Saved entries
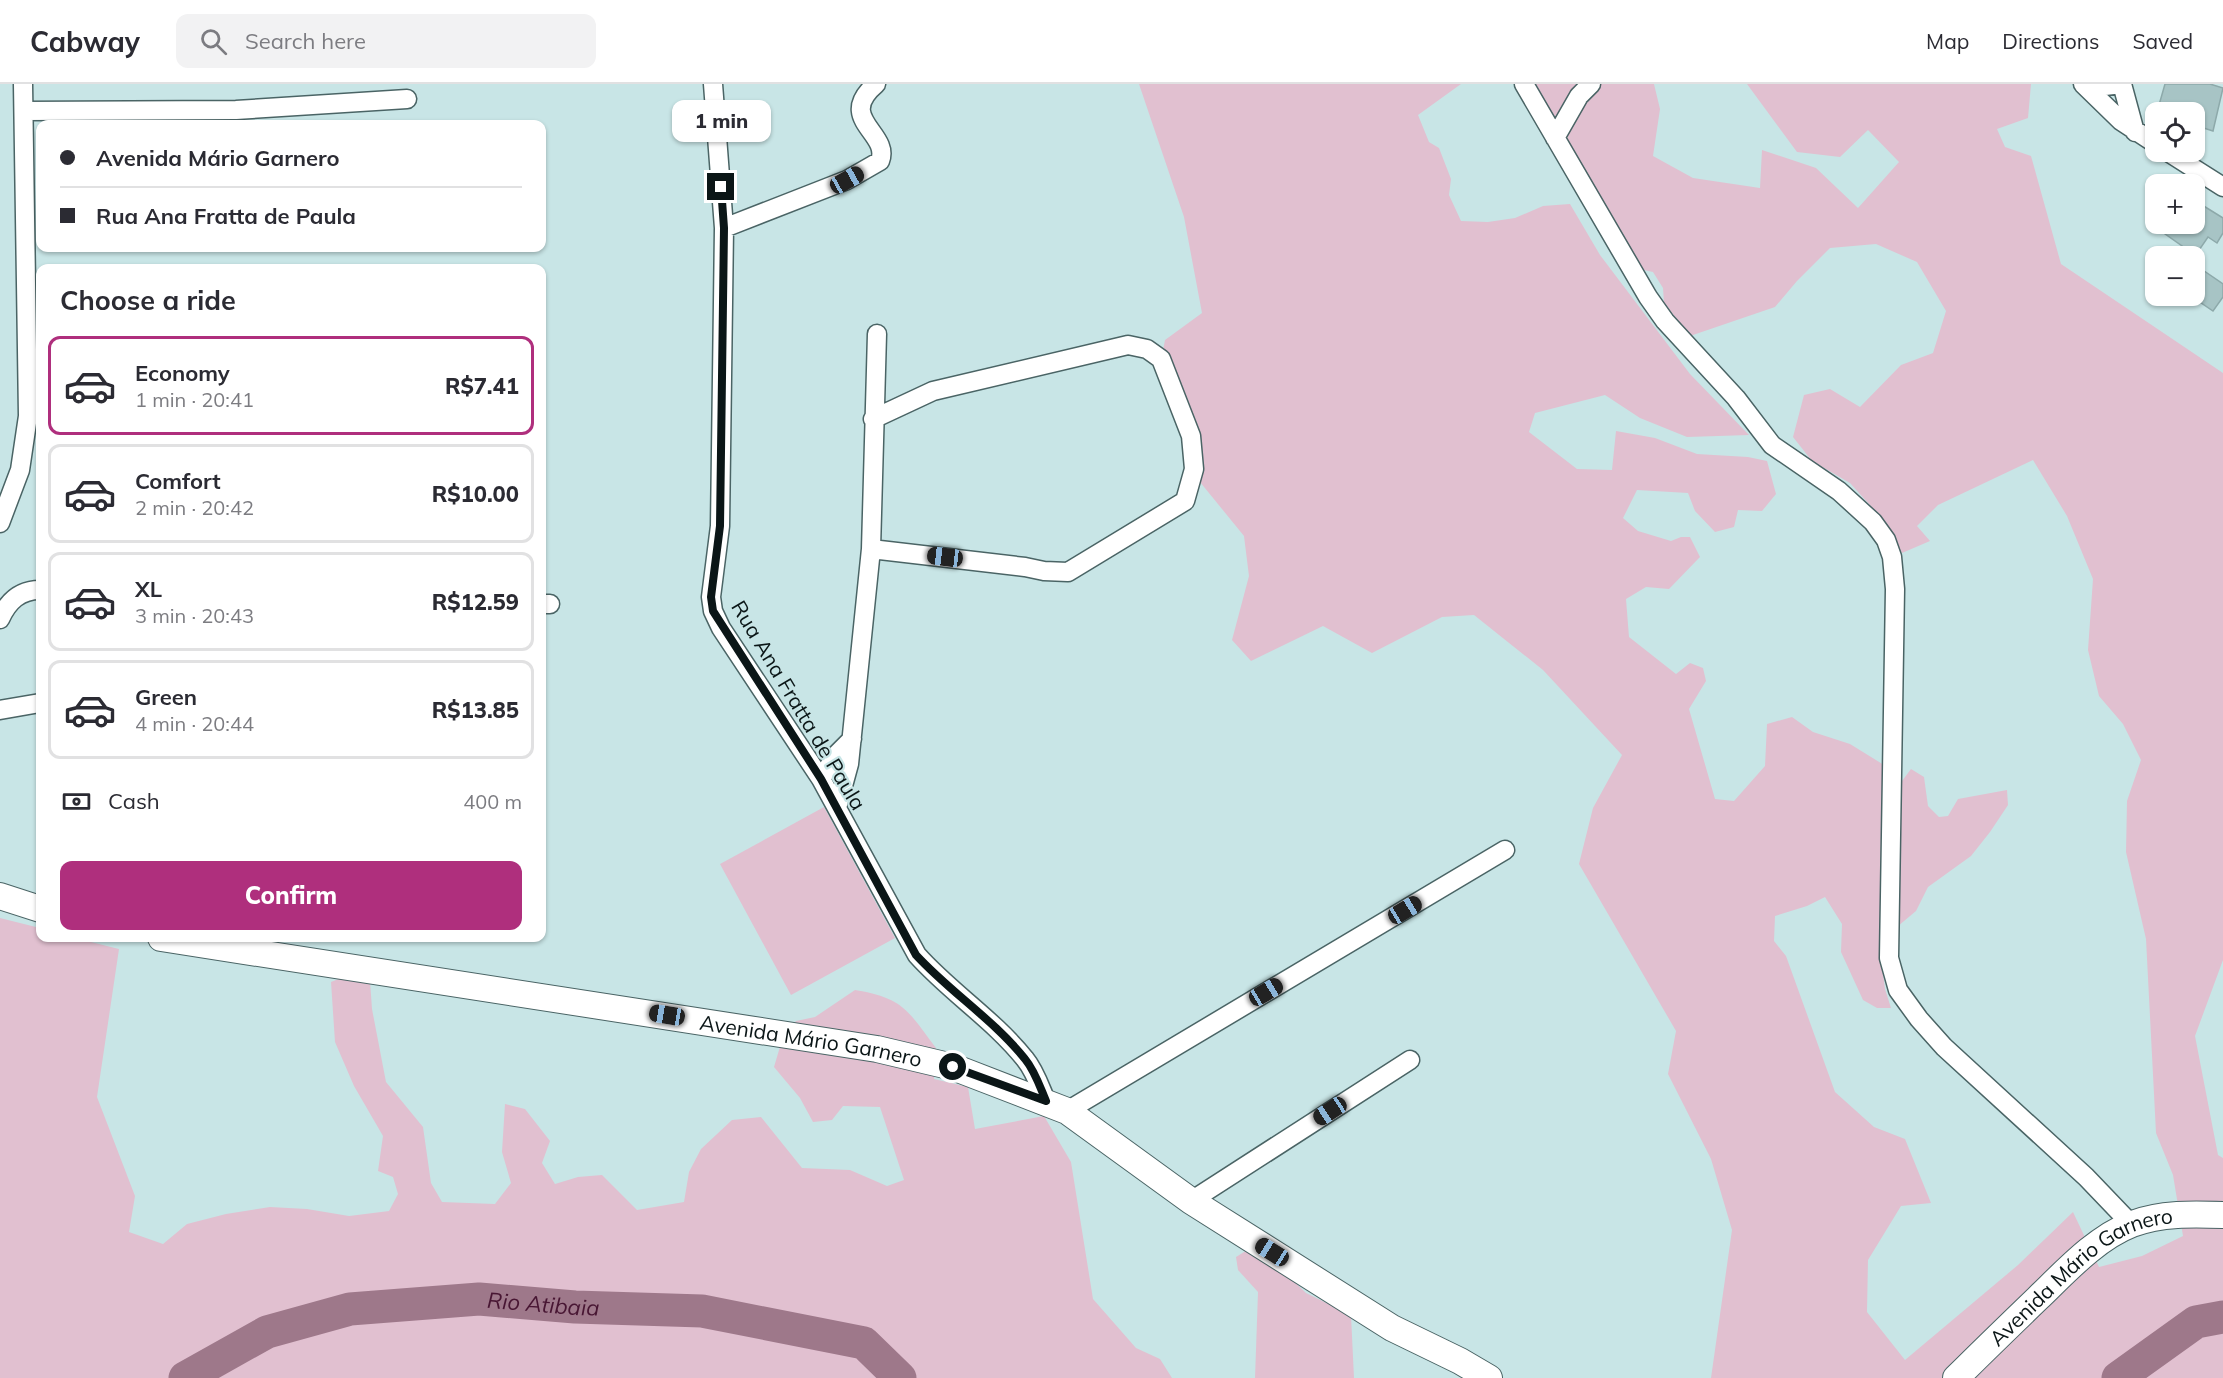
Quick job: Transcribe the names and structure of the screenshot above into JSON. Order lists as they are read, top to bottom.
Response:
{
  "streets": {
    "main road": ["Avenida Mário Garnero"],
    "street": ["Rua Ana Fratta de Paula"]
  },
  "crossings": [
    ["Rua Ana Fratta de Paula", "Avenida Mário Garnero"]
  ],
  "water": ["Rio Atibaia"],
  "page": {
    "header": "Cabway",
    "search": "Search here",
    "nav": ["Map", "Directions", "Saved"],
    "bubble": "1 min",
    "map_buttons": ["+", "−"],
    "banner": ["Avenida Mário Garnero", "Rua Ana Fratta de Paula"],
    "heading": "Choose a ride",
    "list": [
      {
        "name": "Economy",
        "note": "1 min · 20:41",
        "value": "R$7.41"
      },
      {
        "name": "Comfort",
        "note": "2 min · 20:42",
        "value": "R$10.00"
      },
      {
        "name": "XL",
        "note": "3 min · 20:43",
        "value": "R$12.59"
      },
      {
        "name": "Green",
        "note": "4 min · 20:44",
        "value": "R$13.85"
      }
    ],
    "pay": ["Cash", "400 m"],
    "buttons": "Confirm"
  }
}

What is expected: Leave the pictures out and print the records above exactly as they stand.

Result below:
Quick job: Transcribe the names and structure of the screenshot above into JSON. Order lists as they are read, top to bottom.
Response:
{
  "streets": {
    "main road": ["Avenida Mário Garnero"],
    "street": ["Rua Ana Fratta de Paula"]
  },
  "crossings": [
    ["Rua Ana Fratta de Paula", "Avenida Mário Garnero"]
  ],
  "water": ["Rio Atibaia"],
  "page": {
    "header": "Cabway",
    "search": "Search here",
    "nav": ["Map", "Directions", "Saved"],
    "bubble": "1 min",
    "map_buttons": ["+", "−"],
    "banner": ["Avenida Mário Garnero", "Rua Ana Fratta de Paula"],
    "heading": "Choose a ride",
    "list": [
      {
        "name": "Economy",
        "note": "1 min · 20:41",
        "value": "R$7.41"
      },
      {
        "name": "Comfort",
        "note": "2 min · 20:42",
        "value": "R$10.00"
      },
      {
        "name": "XL",
        "note": "3 min · 20:43",
        "value": "R$12.59"
      },
      {
        "name": "Green",
        "note": "4 min · 20:44",
        "value": "R$13.85"
      }
    ],
    "pay": ["Cash", "400 m"],
    "buttons": "Confirm"
  }
}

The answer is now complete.